Work to complete: State how many lines in the entries below contain "Mail". Write nothing but the number.

Material shown Start Marker

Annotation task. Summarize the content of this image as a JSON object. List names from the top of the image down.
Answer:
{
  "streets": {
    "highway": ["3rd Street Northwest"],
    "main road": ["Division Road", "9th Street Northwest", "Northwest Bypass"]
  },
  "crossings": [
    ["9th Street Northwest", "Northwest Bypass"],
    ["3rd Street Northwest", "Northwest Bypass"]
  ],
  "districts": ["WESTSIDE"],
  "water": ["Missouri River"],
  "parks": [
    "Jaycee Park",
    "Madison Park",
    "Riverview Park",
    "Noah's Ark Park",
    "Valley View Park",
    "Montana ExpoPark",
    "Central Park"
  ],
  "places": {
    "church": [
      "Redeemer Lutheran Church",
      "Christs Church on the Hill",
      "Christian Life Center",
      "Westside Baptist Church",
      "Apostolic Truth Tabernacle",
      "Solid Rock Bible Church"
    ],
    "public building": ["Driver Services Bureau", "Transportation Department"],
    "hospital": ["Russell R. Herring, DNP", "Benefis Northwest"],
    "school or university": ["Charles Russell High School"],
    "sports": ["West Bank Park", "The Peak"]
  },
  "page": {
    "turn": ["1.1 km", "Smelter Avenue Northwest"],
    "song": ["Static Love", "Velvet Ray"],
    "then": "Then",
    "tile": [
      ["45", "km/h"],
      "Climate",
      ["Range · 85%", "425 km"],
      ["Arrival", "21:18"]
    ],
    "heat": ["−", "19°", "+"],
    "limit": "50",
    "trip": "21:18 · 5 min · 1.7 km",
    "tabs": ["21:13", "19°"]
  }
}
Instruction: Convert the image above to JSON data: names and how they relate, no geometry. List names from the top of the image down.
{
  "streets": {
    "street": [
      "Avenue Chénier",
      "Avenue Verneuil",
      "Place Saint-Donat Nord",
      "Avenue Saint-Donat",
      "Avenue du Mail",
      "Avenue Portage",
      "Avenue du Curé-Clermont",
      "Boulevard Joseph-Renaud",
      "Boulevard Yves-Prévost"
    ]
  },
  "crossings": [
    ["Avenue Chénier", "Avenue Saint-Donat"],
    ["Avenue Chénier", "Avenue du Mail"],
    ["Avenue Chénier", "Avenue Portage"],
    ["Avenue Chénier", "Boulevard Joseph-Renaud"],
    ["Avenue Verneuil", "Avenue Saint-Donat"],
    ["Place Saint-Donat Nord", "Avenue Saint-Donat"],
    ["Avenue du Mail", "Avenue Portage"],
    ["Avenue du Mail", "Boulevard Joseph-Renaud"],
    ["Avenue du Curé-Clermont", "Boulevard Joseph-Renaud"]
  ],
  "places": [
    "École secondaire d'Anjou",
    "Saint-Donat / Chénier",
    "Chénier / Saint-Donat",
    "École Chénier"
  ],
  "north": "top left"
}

Material shown End Marker

Exercise answer: 4